Charles Bohlen the newly appointed ambassador to Paris sat in the first few meetings of the Executive Committee of the National Security Council. Bohlen agreed than in any case the missiles had to be removed but advocated attempting to negotiate the crisis to resolution. Early on the two options were called the Bohlen and Rusk methods.

            At the President’s direction the Ex-Com worked on letters to the Kremlin, when two days later on the 20th the President’s speech writer Ted Sorensen and the rest had not come up with a satisfactory response.

            A decision was reached to announce the quarantine before initiating contact with the Kremlin. On the 22nd the President made his speech to the world declaring a blockade of inbound weapons shipments to Cuba.

            The next day the Attorney General met with Ambassador Dobrynin. He told the ambassador that his brother had on the basis of Soviet assurances held a “far less belligerent position [on the arms shipments] than people like Senators Keating and Capehart, and that he had assured the American people that there was nothing to be concerned about. I pointed out, in addition that the President felt he had a very helpful personal relationship with Mr. Khrushchev. Obviously, they did not agree on many issues, but he did feel that there was mutual trust and confidence between them on which he could rely.”[3]

            Dobrynin replied that as far as he knew there were no nuclear missiles in Cuba. Robert Kennedy noted that: “Dobrynin seemed extremely concerned.” [3]

              On the same date, the 23rd Russian ships turned away from crossing the blockade line. This was only partial resolution as the missiles were still in Cuba.

            In the drafts prepared on the Bohlen plan, Ted Sorensen had written that the President would be willing to discuss other problems including the N.A.T.O. bases in Turkey and Italy. On the 20th Adlai Stevenson the Ambassador to the U.N. in an Ex-Com meeting proposed to remove missiles from Turkey and the evacuation of Guantanamo base. The President disagreed that the initial proposal to the U.N. should include the idea of eventual political solution the crisis. He also sharply rejected the thought to surrender the Cuban base.

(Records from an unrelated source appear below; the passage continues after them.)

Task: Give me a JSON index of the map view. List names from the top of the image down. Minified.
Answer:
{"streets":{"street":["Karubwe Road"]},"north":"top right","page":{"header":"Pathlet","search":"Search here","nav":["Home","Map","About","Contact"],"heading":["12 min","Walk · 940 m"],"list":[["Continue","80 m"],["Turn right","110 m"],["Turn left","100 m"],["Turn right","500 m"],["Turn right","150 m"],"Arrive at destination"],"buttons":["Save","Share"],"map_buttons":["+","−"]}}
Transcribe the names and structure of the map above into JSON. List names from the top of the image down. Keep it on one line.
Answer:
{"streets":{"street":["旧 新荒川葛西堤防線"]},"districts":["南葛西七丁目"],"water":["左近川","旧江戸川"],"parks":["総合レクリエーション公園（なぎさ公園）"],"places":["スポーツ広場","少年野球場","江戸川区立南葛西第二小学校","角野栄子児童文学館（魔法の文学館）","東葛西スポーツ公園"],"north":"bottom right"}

            “He agreed that at an appropriate time we would have to acknowledge that we were willing to take strategic missiles out of Turkey and Italy if this issue were raised by the Russians...But he was firm in saying we should only make such a proposal in the future.”[3] 


Stevenson persisted in his view, earning the admiration of President Kennedy. John McCloy and Arthur Schlesinger Jr. with Stevenson went to New York to present the position to the U.N.

Of note is the C.I.A. estimate that the intermediate range missiles would be operational by the 23rd. The longer-range missiles would not be launch ready until mid November. This estimate listed four sites fully operational but they were unable to confirm the presence of nuclear warheads.

No consensus was reached about when the warheads would arrive. C.I.A. Director McCone thought the missiles would be operational by the end of the week.

Critics have taken the position that the timetable of the negotiations was another political football in the upcoming elections.

When the stakes were as high as they had become this position makes little sense. The determinant was the schedule of the missiles being both ready to be launched and equipped with the nuclear warheads.


            “The reason for the negotiating deadline was simply the conviction that, once nuclear warheads were in place and pointed at the United States, the terms of trade would undergo drastic change.” [3]


Thursday the 25th Kennedy cabled Khrushchev expressing his desire that the Soviet Union allow a return to the previous status quo. The 26th the Premiere replied not backing down but expressing his personal fears about the slide to catastrophe. Using the knot of war image that became famous later, his reply contained a proposal. If the United States guaranteed no invasion of Cuba, Khrushchev would see no further need for more arms sent to Cuba and no need for Soviet military technicians in Cuba.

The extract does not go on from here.